The problems with this solution are:
What happens when one of the two codebases becomes so large that making copies of it for every branch gets impractical? (our thoughts: split to separate repositories for .NET and Java code and use svn:externals, any input on this would be greatly appreciated).
We use Eclipse for Java development. How do we manage the "shared" workspace (i.e. which projects are required for which components, the dependency graph etc.)? Up until now we've had relatively few Java components, so each developer could just keep all of them in the workspace at the same time. With the increase in Java components and Java developers I don't see how we can keep doing that; any suggestions on how to keep the workspace versioned (a la solution files) while still maintaining sync between the two code-bases?
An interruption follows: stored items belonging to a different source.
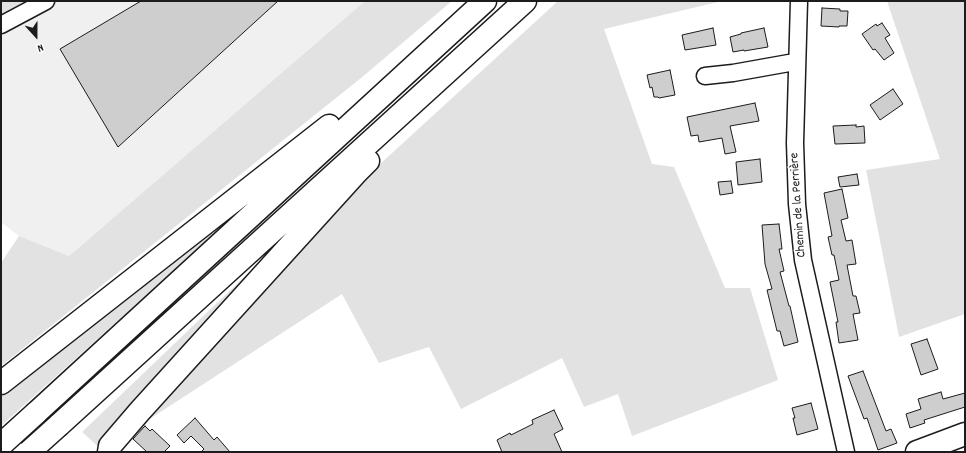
<!DOCTYPE html>
<meta charset="utf-8">
<style>
body{margin:0}
#map{position:relative;width:966px;height:453px;overflow:hidden;background:#fff;font-family:Dekko,sans-serif}
canvas{display:block}
.frame{position:absolute;inset:0;border:2px solid #1c1c1c;pointer-events:none}
.north{position:absolute;left:16px;top:16px;width:40px;height:40px;-webkit-text-stroke:3px #fff;paint-order:stroke;rotate:159deg;font-size:11px;font-weight:700;line-height:16px;text-align:center;color:#1c1c1c}
.north::after{content:'';display:block;margin:auto;width:14px;height:18px;background:#1c1c1c;clip-path:polygon(50% 0,100% 100%,50% 72%,0 100%)}
</style>
<div id="map">
<canvas width="966" height="453"></canvas>
<div class="frame"></div>
<div class="north">N</div>
</div>
<script>
const c = document.querySelector('canvas').getContext('2d');
c.lineJoin = 'round';
function fill(path, color) { c.fillStyle = color; c.fill(path, 'evenodd'); }
const toPath = rows => new Path2D(rows.map(r => 'M' + r).join(''));
function trace(path, color, width, dash) { c.strokeStyle = color; c.lineWidth = width; c.lineCap = dash ? 'butt' : 'round'; c.setLineDash(dash || []); c.stroke(path); }
function drawText(font, color, halo, rows, align = 'center') {
  c.font = font + ' Dekko,sans-serif'; c.lineWidth = 3; c.setLineDash([]); c.textBaseline = 'middle'; c.strokeStyle = halo; c.fillStyle = color; for (const [text, x, y, turn = 0] of rows) {
    c.save(); c.translate(x, y); c.rotate((+turn || 0) * Math.PI / 180); c.textAlign = isNaN(turn) ? turn : align; if (halo) c.strokeText(text, 0, 0); c.fillText(text, 0, 0); c.restore();
  }
}
const built = toPath([
 [31,1,365,1,69,256,19,236,1,222,1,17]
]);
const green = toPath([
 [1,1,31,1,1,17],
 [365,1,452,1,361,78,1,366,1,263,19,236,69,256],
 [558,1,722,1,604,29,652,164,674,167,725,288,750,288,778,380,632,436,618,394,584,407,562,358,461,409,429,347,379,363,342,294,102,450,82,432,242,279,316,231,379,165],
 [887,1,965,1,965,314,899,337,866,170,940,159],
 [242,202,245,206,1,426,1,393]
]);
const building = toPath([
 [141,1,278,1,118,147,60,49,141,1],
 [822,8,840,9,840,11,848,11,847,26,839,26,839,27,821,26,822,8],
 [882,23,890,35,885,38,894,53,884,60,875,49,873,50,862,34,876,24,877,26,882,23],
 [713,28,716,45,685,50,682,35,713,28],
 [764,28,768,47,744,51,744,50,733,52,730,37,741,34,741,33,764,28],
 [670,70,675,95,659,98,658,97,654,97,652,87,650,88,647,75,670,70],
 [893,89,903,104,880,120,870,105,893,89],
 [755,103,759,121,730,126,736,152,725,154,722,138,699,142,698,135,691,136,687,117,755,103],
 [856,125,856,127,864,126,865,143,835,144,833,126,856,125],
 [760,159,762,182,738,185,736,162,760,159],
 [857,174,859,185,840,187,838,177,857,174],
 [731,181,733,193,720,195,718,182,731,181],
 [842,189,848,218,841,220,846,241,852,240,856,264,847,265,853,296,856,296,860,313,853,314,858,340,839,343,836,322,838,322,830,282,839,280,834,255,832,255,828,237,832,236,824,193,842,189],
 [779,224,782,249,779,249,784,271,780,272,789,306,790,306,798,342,784,346,780,331,777,331,767,290,772,289,765,264,762,225,779,224],
 [927,339,938,369,921,375,911,344,927,339],
 [863,371,886,431,891,429,897,443,878,450,867,418,864,419,848,376,863,371],
 [941,392,943,399,965,393,965,407,924,420,925,423,910,428,906,414,921,409,918,399,941,392],
 [811,403,818,429,797,435,793,418,795,418,792,408,811,403],
 [554,410,563,429,554,434,562,452,502,452,497,440,510,433,511,435,533,424,532,420,554,410],
 [195,418,214,440,217,437,230,452,201,452,204,449,191,436,184,443,177,435,195,418],
 [145,426,150,431,152,429,170,446,164,452,147,452,133,439,145,426]
]);
const street = toPath([
 [799,1,795,143,797,204,803,260,846,452],
 [1,25,46,1],
 [705,76,733,73,789,63,797,63]
]);
const secondary = toPath([
 [917,452,965,434]
]);
const highway = toPath([
 [1,383,329,126],
 [36,413,485,1],
 [59,425,525,1],
 [109,452,110,446,140,411,355,174,368,161]
]);
const highwayBridge = toPath([
 [3,443,36,413],
 [29,452,59,425]
]);
const streetNames = [
 ["Chemin de la Perrière",799,205,-94]
];
fill(built, '#f0f0f0');
fill(green, '#e2e2e2');
fill(building, '#cecece');
trace(building, '#1c1c1c', 1);
trace(street, '#1c1c1c', 19);
trace(secondary, '#1c1c1c', 25);
trace(highway, '#1c1c1c', 25);
trace(street, '#fff', 16);
trace(secondary, '#fff', 22);
trace(highway, '#fff', 22);
trace(highwayBridge, '#1c1c1c', 25, []);
trace(highwayBridge, '#fff', 22);
drawText('13px', '#1c1c1c', '#fff', streetNames);
</script>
I would love to hear your input!
1: I've found it best to group things by component, rather than langugage. If one component requires several languages for interface, you still need to develop, test and release them as one. So, splitting a component across several repos is not a good idea.
If one part of the code depends tightly on the other, keep it together. Better to split components across repos. (This even goes for internal structure, where, especially as things grow, it's difficult if you package things by type, rather than by function, i.e. in MVC, don't have three huge packages for each category, rather keep FooView, FooModel and FooController tight.)
svn:externals might work, and with the later versions I think you can use "internals", i.e. link to other dirs in the same repo. That is miles easier than managing separate repos, especially with tagging and branching. (shudder)
2: You could always have the developers setup different workspaces, or perhaps use working sets. Commercial Eclipse releases has better support for sharing workspace settings than the OS variant. (Haven't tried, only worked and been frustrated with the OS one)
I've done C++ (MSVS) and Java (Eclipse) in one repo, and it works pretty well. Also C++/Python similarly. Make sure your build system supports building and testing everything (even if your IDEs only build one part).